The garnishee system was a factor in precipitating the most atrocious example of state violence since apartheid: the Marikana massacre in 2012 that saw the South African Police Service (SAPS) kill thirty-four unarmed striking mine workers. The problem was that a lot of the striking miners around the mining region of Rustenburg were financially illiterate and so, as often happens, got deeply into debt with the main microfinance institutions, several of which were located on the mine premises. Moreover, many of the miners were recruited from the even poorer rural regions as they were seen as more compliant.
But having to support two households — one on the mine and one in the rural areas where they were recruited from — they needed a decent-enough income to sustain this arrangement. So the mineworkers most affected by debt saw an increase in salary as the only way to float themselves off their debt burden and start afresh. The mining corporations refused to concede, which provoked the strike by mineworkers that eventually led to the massacre.

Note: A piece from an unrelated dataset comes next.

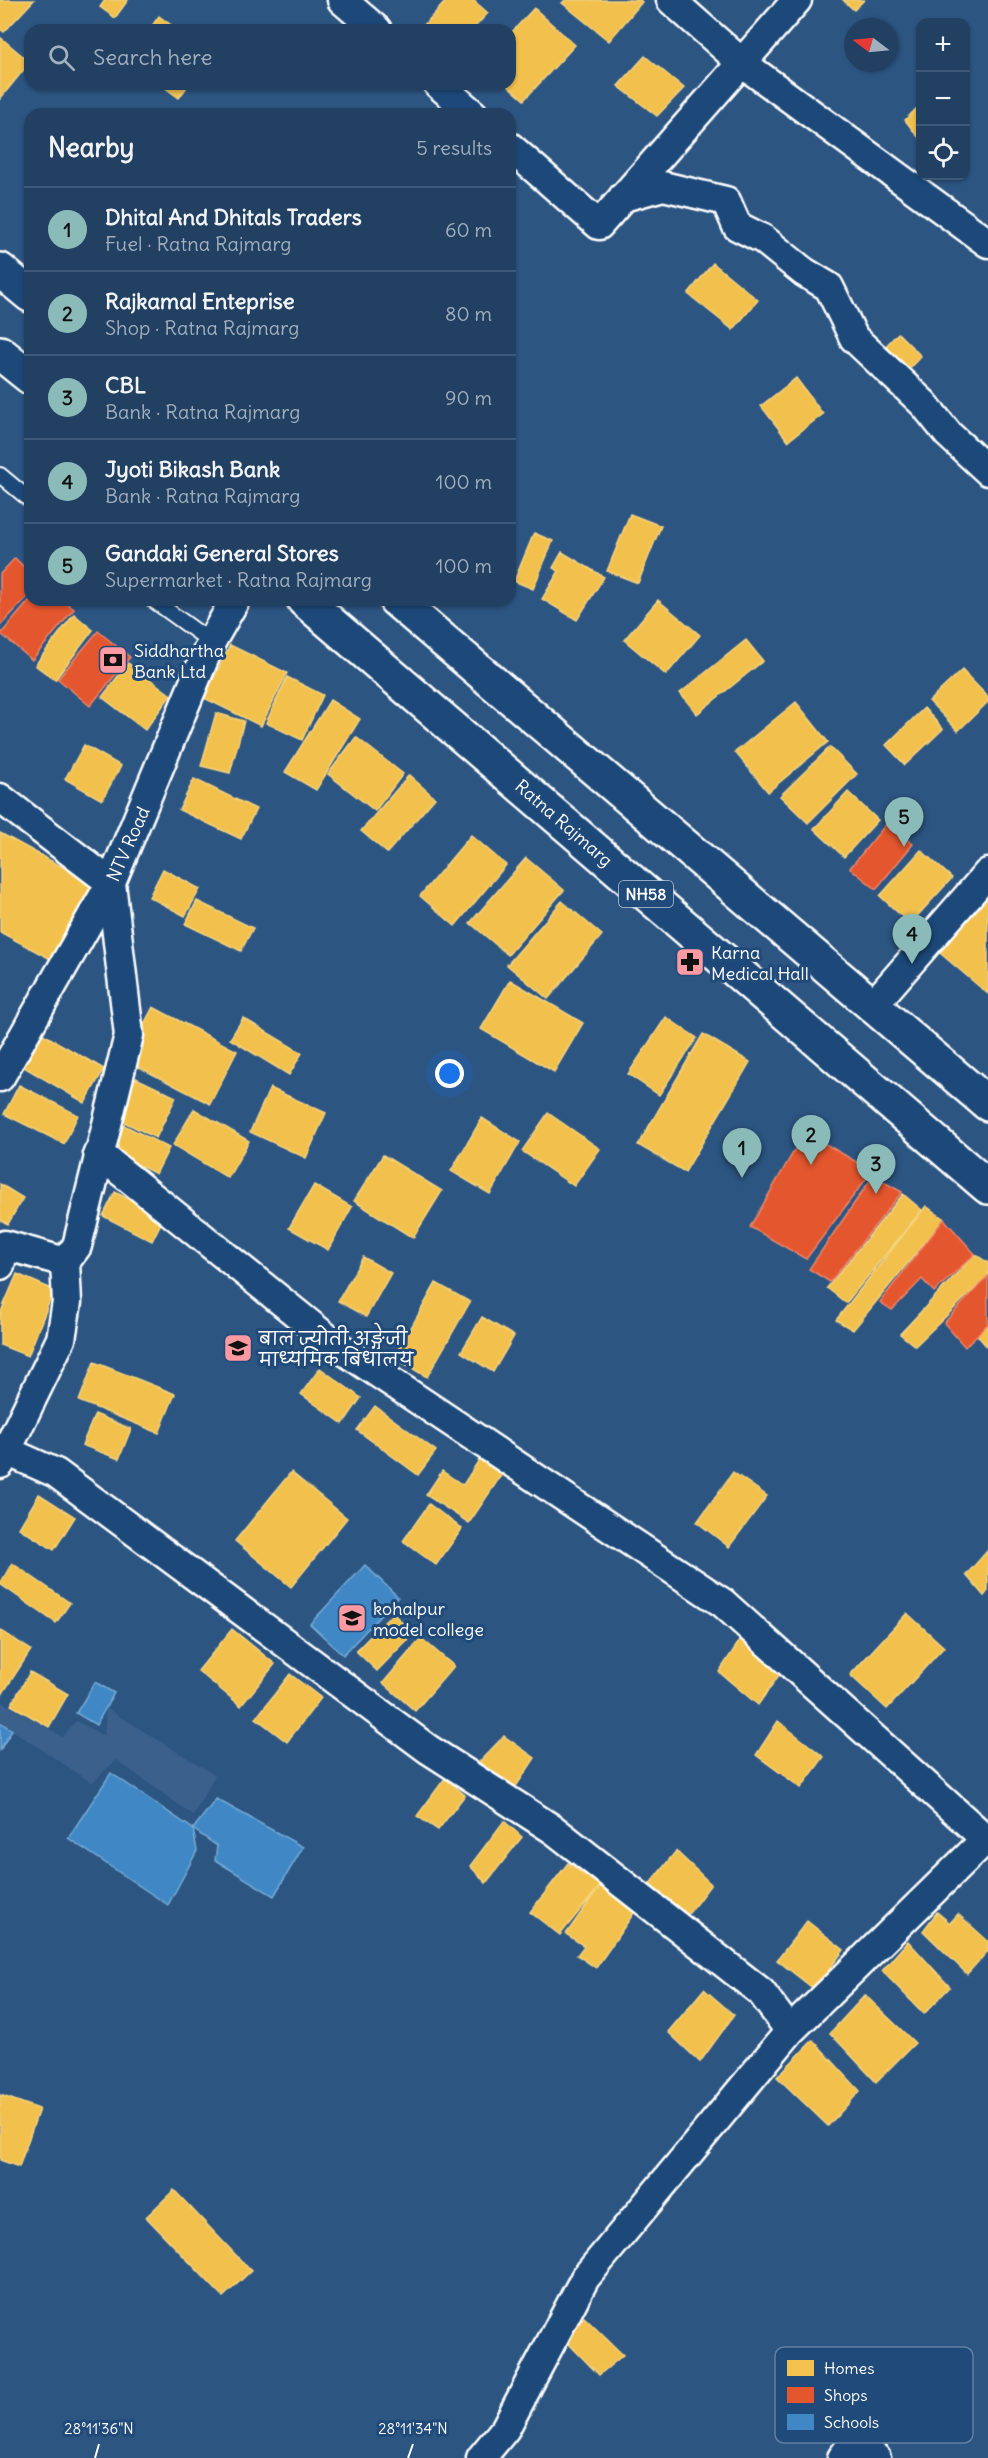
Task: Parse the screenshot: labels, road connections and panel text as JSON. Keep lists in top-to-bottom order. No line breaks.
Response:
{"streets":{"highway":["Ratna Rajmarg","NH58"],"street":["NTV Road"]},"places":{"bank":["Siddhartha Bank Ltd"],"pharmacy":["Karna Medical Hall"],"school or university":["बाल ज्योती अङ्ग्रेजी माध्यमिक बिधालय","kohalpur model college"]},"legend":["Homes","Shops","Schools"],"north":"left","page":{"map_buttons":["+","−"],"search":"Search here","heading":["Nearby","5 results"],"list":[{"mark":"1","name":"Dhital And Dhitals Traders","note":"Fuel · Ratna Rajmarg","value":"60 m"},{"mark":"2","name":"Rajkamal Enteprise","note":"Shop · Ratna Rajmarg","value":"80 m"},{"mark":"3","name":"CBL","note":"Bank · Ratna Rajmarg","value":"90 m"},{"mark":"4","name":"Jyoti Bikash Bank","note":"Bank · Ratna Rajmarg","value":"100 m"},{"mark":"5","name":"Gandaki General Stores","note":"Supermarket · Ratna Rajmarg","value":"100 m"}],"pins":["5","4","2","1","3"]},"coordinates":["28°11'36\"N","28°11'34\"N"]}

Some observers already speak of a “debtfare state.” Do you agree with that idea?
I very much agree. The political scientist Susanne Soederberg shows that the postwar welfare state is in many places in the process of being replaced with the “debtfare state” — a state wherein the poor increasingly have to pay for key services they need by accessing microcredit. This forces the poor to engage with the informal sector full- or part-time almost no matter what the financial return, accept poverty wages from formal businesses, run down family assets, and avoid strike action if employed, all in order to maintain repayment on their microloans.

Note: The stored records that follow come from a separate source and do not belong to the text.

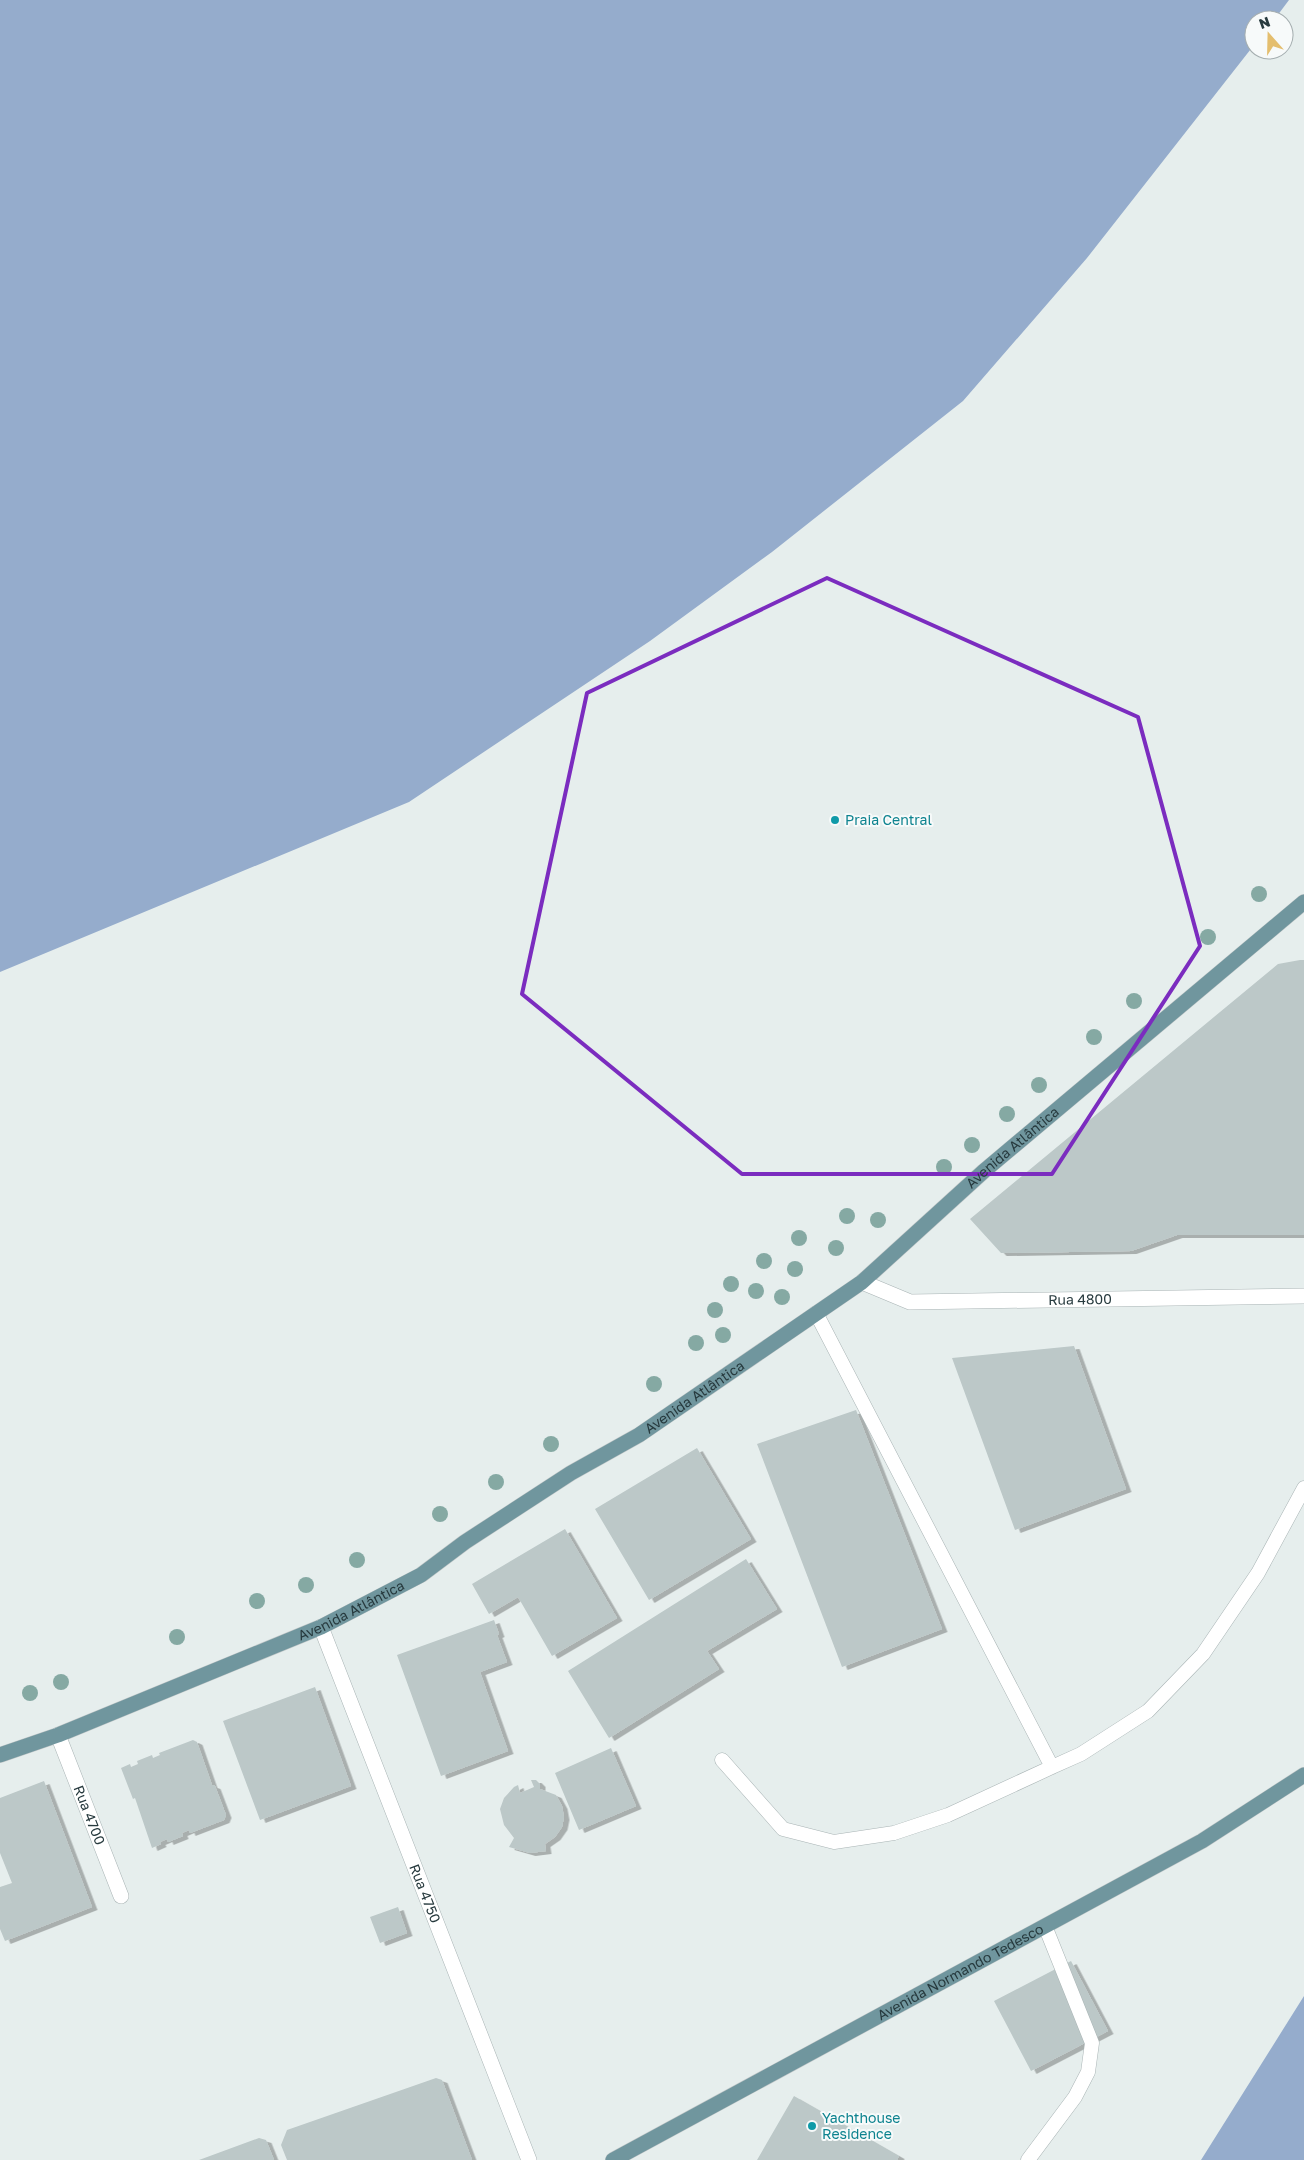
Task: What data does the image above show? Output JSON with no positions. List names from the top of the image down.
{
  "streets": {
    "main road": ["Avenida Atlântica", "Avenida Normando Tedesco"],
    "street": ["Rua 4800", "Rua 4700", "Rua 4750"]
  },
  "crossings": [
    ["Avenida Atlântica", "Rua 4800"],
    ["Avenida Atlântica", "Rua 4700"],
    ["Avenida Atlântica", "Rua 4750"]
  ],
  "places": ["Praia Central", "Yachthouse Residence"],
  "north": "top"
}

The end result, as intended, is a far more disciplined, flexible, and cheaper workforce operating at the bottom of the pyramid. This trend is good for investors and elites, but not for ordinary people.
A lot of fintech companies are not very transparent about their business models. Do you have a specific example of the fee structure that, say, the M-Pesa platform or TymeBank in South Africa use?
Just look at one of the world’s biggest universal unconditional cash transfer programs in Kenya. It happens to be funded by several US billionaires through a nonprofit foundation called Give Directly.
It is huge in terms of the per-capita cash transfer that people are getting. It also uses a mobile phone money transfer service as well — the privately owned M-Pesa money transfer platform. The problem that arises here, however, is that, depending on how much you take out of your basic income as cash money at any one time, you must pay a sizeable fee to M-Pesa.
Now, M-Pesa and the US-based development economists evaluating this program had no great interest in discussing the details of the fee structure — as, I am guessing, they felt it might suggest that Safaricom, M-Pesa’s hugely profitable parent corporation, was making a lot of money from a well-meaning anti-poverty program. But a Give Directly official I was in contact with confirmed to me that M-Pesa does not provide any “special discount” to those receiving cash through the Give Directly program, and so clients are routinely charged anywhere from 5 percent to as much as 20 percent of the total value of the small amounts of cash they take out. That can be a significant amount of money to lose if you are poor.
So M-Pesa had no real benefits for the poor?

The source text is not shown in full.